We built a web-app at ai-distillery.io which we believed were the beginnings of tackling this problem, with different features for paper search, paper/word embeddings, proximity and visualisation of these embeddings. Part 1 was an overview, and here we’ll dive a little deeper into the methods we used to construct these embeddings, as well as our ‘Paper Search’ page. If you’re unfamiliar with our work so far, we’d advise swinging back to part 1 at this point — it’ll bring you fairly nicely up-to-speed.
Word2vec is a popular algorithm used to generate word representations (aka embeddings) for words in a vector space. The approach is grounded in distributional semantics : words that appear in similar contexts are similar. A context, in this case, is the neighbourhood of a word. The amount of words to consider within the context of a word is defined by the window.
For instance, consider the sentence “I like machine learning” and a context window of size 1. Then, the words which give context, or appear in the context window around the word “machine”, are “like” and “learning” (the window is considered both on the left and on the right).
The key idea of word2vec is to start with the centre word “machine”, look at its vector representation (initialised randomly), and use this vector to predict the context words: “like” and “learning”. The vector representation is then updated according to the error signal from this prediction step. Then, the algorithm proceeds with the following word as the new centre word, i.e. “learning”, sets up the new context, and repeats the same procedure.
Therefore, given an input corpus, word2vec generates vector representations of words in such a way that similar words will be close together in the vector space. Word2vec was first introduced by Mikolov et al . You can find a great introductory tutorial here with more details on how word2vec achieves these vector representations.
Two of the most popular methods for creating word embeddings at present are fastText  and word2vec. It was for this reason, namely their proliferation and popularity, that we opted to deploy them in our first AI Distillery iteration.

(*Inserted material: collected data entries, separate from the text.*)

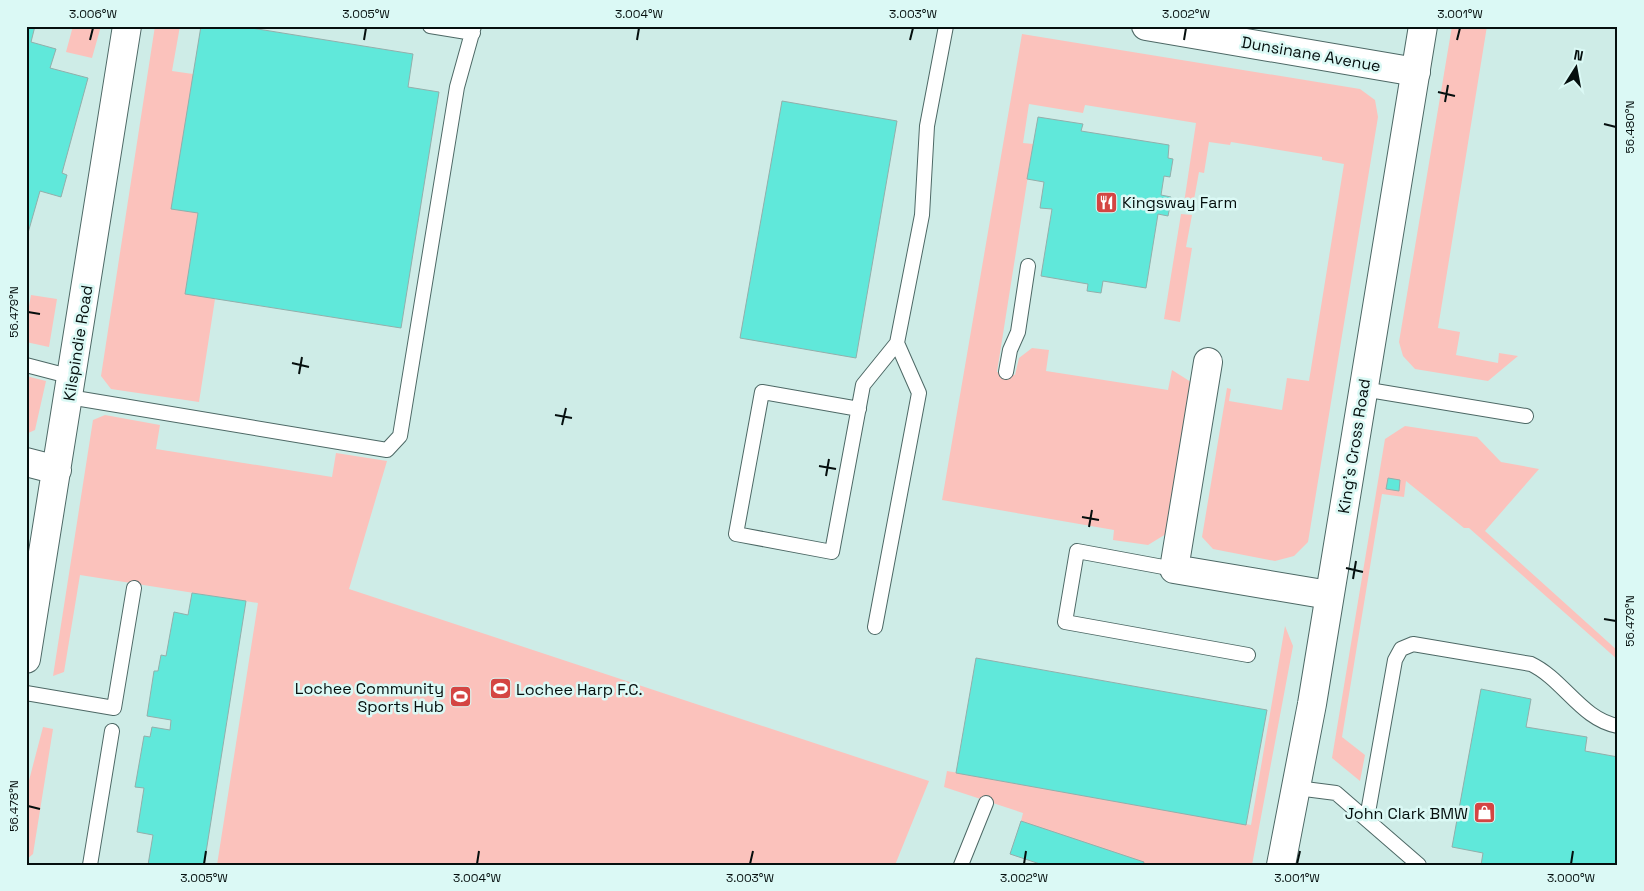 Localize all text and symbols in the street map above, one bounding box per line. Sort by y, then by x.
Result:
text: 3.006°W [69,6,117,22]
text: 3.005°W [342,6,390,22]
text: 3.004°W [615,6,664,22]
text: 3.003°W [889,6,937,22]
text: 3.002°W [1162,6,1210,22]
text: 3.001°W [1437,6,1483,22]
street label: Dunsinane Avenue [1240,31,1382,77]
north arrow [1552,42,1602,92]
text: N [1572,46,1585,65]
text: 56.480°N [1622,101,1638,153]
restaurant icon: Kingsway Farm [1094,190,1118,214]
place label: Kingsway Farm [1122,192,1237,213]
street label: Kilspindie Road [58,284,98,402]
text: 56.479°N [6,286,22,338]
street label: King's Cross Road [1333,377,1375,515]
text: 56.479°N [1622,595,1638,647]
sports icon: Lochee Harp F.C. [488,677,512,701]
place label: Lochee Community Sports Hub [295,678,444,717]
place label: Lochee Harp F.C. [516,679,643,700]
sports icon: Lochee Community Sports Hub [448,685,472,709]
text: 56.478°N [6,780,22,832]
shop icon: John Clark BMW [1472,801,1496,825]
place label: John Clark BMW [1345,803,1468,824]
text: 3.005°W [180,870,228,886]
text: 3.004°W [453,870,502,886]
text: 3.003°W [726,870,774,886]
text: 3.002°W [1000,870,1048,886]
text: 3.001°W [1274,870,1320,886]
text: 3.000°W [1547,870,1596,886]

While we trained these models, we haven’t quantitatively compared these embeddings (yet), but you can qualitatively compare the difference between them on our web-app, by searching the same word on the word embedding proximity page (see below).
Paper embeddings: A paper’s essence (in theory)
For search-ability, we’re also interested in automatically learning representations of the entire research paper as well as the similarity between them. It is typically difficult to fit an entire paper into a single vector due the amount of varied and complex information within this large body of text . Apart from averaging the word vectors of all the words within a paper, there are also specialised approaches to learn embeddings for whole documents. As a first step, we investigate the traditional approach — latent semantic analysis (LSA)  and doc2vec , which is based on the word2vec approach.
Both LSA and doc2vec allow us to take documents of text and embed them in a vector space. These embedding vectors should, in theory, contain somewhere between a meaningful portion and the majority of “semantic meaning” relevant to the piece of research within them. If the embedding vectors work as expected, computer vision papers should be closer together in this space, and reinforcement learning (RL) papers close to other RL papers. Simple, like with like.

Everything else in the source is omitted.